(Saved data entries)
###

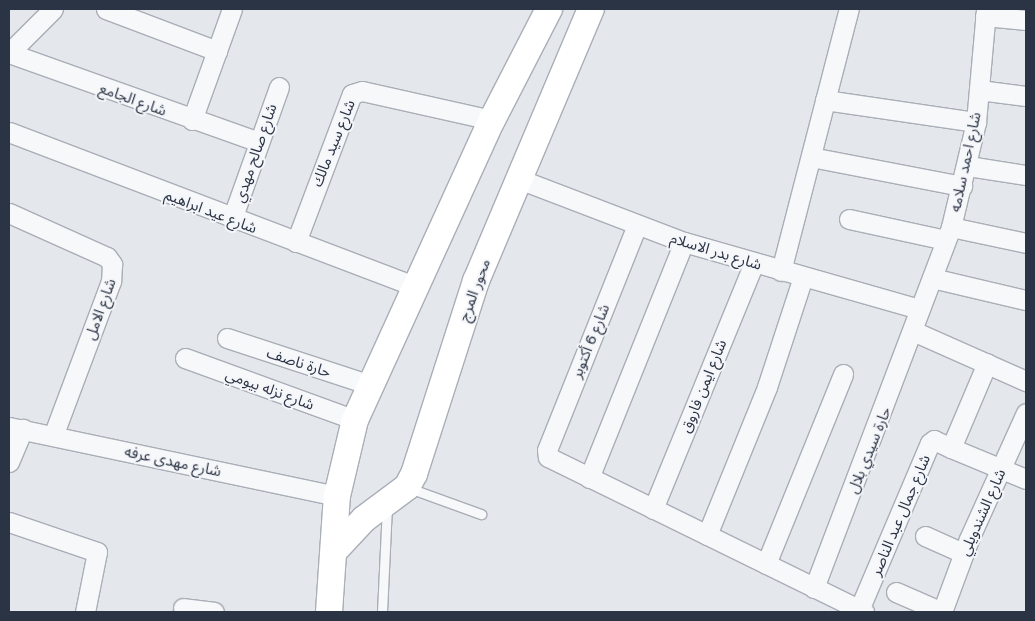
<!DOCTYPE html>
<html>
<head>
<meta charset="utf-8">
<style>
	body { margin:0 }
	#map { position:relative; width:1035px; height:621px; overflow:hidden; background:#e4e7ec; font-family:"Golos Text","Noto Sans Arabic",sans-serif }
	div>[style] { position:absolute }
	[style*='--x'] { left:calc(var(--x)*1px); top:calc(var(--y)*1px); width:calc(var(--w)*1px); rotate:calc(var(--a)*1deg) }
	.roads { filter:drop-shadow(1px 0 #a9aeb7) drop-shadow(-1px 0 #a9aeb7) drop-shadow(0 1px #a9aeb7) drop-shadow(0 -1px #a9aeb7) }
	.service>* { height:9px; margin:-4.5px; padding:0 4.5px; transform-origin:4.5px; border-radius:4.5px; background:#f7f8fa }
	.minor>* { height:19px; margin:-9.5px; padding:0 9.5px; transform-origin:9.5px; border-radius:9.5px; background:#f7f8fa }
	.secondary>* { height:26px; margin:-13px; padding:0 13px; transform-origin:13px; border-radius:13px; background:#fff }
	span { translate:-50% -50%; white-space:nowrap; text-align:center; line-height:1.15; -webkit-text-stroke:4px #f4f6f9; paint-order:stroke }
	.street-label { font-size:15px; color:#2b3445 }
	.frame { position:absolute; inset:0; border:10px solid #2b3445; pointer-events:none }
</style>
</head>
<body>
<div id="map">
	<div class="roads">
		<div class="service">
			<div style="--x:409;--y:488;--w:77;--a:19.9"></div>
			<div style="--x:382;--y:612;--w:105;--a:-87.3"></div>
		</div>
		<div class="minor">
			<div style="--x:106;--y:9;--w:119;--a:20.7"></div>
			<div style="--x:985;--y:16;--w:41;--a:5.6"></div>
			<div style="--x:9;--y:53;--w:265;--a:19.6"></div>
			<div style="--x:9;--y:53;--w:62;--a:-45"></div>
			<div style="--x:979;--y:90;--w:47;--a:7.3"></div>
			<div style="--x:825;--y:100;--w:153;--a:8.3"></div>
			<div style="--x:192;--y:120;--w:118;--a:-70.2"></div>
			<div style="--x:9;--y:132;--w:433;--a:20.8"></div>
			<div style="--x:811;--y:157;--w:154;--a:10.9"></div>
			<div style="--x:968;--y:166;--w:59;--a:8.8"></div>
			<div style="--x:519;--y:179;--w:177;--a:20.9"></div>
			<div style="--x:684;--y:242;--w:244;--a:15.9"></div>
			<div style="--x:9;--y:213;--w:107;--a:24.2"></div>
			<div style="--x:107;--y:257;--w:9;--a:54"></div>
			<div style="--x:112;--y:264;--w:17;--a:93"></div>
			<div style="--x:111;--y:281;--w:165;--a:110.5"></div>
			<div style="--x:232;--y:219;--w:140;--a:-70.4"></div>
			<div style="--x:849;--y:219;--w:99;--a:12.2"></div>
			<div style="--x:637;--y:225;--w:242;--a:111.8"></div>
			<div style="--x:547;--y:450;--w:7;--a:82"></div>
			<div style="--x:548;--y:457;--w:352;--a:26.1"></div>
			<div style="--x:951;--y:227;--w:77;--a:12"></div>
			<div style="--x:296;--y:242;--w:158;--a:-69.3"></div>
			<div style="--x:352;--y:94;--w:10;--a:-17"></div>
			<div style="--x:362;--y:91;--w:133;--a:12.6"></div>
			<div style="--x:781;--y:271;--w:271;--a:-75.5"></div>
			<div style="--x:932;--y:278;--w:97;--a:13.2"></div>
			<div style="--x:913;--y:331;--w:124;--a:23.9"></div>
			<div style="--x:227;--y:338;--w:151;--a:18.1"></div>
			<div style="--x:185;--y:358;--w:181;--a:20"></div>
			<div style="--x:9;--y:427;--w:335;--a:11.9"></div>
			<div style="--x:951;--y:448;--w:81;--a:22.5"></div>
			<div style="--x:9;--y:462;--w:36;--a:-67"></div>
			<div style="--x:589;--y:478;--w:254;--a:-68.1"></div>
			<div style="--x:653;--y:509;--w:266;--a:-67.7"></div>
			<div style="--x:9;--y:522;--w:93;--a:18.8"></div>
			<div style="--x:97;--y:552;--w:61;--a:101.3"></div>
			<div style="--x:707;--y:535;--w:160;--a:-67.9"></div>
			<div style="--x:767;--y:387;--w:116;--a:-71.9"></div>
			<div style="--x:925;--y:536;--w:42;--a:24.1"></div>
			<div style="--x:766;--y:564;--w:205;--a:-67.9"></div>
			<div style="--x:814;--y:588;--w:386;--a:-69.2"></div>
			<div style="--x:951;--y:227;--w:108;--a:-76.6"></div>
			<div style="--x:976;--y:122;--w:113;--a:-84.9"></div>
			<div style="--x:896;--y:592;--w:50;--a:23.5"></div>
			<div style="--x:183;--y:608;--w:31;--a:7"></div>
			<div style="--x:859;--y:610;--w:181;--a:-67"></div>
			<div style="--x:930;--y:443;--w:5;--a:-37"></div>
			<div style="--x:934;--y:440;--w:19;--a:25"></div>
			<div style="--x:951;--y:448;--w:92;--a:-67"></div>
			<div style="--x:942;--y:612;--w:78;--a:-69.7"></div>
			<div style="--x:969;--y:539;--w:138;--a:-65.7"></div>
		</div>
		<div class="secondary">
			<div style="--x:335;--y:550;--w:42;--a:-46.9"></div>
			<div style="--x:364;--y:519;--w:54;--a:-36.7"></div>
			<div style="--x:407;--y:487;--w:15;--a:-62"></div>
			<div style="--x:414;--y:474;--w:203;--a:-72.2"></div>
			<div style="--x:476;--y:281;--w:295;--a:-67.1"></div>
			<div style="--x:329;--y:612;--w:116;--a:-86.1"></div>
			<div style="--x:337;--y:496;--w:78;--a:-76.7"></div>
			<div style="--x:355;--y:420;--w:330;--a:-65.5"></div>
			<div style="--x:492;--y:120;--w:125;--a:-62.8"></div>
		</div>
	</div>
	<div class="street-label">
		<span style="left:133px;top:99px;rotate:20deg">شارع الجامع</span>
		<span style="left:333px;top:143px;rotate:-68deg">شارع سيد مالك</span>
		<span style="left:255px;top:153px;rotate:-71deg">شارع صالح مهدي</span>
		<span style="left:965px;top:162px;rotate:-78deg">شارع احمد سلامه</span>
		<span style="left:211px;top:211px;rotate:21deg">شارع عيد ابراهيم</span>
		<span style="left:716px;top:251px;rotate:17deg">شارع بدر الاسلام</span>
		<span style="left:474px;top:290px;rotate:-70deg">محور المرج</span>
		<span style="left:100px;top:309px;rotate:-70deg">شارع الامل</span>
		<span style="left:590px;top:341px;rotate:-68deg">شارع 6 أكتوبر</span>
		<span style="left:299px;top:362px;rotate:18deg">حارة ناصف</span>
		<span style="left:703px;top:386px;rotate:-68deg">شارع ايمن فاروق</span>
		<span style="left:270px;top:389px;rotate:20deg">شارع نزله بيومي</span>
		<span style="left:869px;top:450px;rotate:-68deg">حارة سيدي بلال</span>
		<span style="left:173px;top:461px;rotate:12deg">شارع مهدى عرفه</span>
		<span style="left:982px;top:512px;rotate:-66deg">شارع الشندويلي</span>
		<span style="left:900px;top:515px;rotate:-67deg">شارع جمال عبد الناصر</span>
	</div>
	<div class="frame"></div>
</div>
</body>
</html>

###

REQUIREMENT:
Wherever the string "service" appears in the entries, copy that line.

WRITTEN SOLUTION:
	.service>* { height:9px; margin:-4.5px; padding:0 4.5px; transform-origin:4.5px; border-radius:4.5px; background:#f7f8fa }
		<div class="service">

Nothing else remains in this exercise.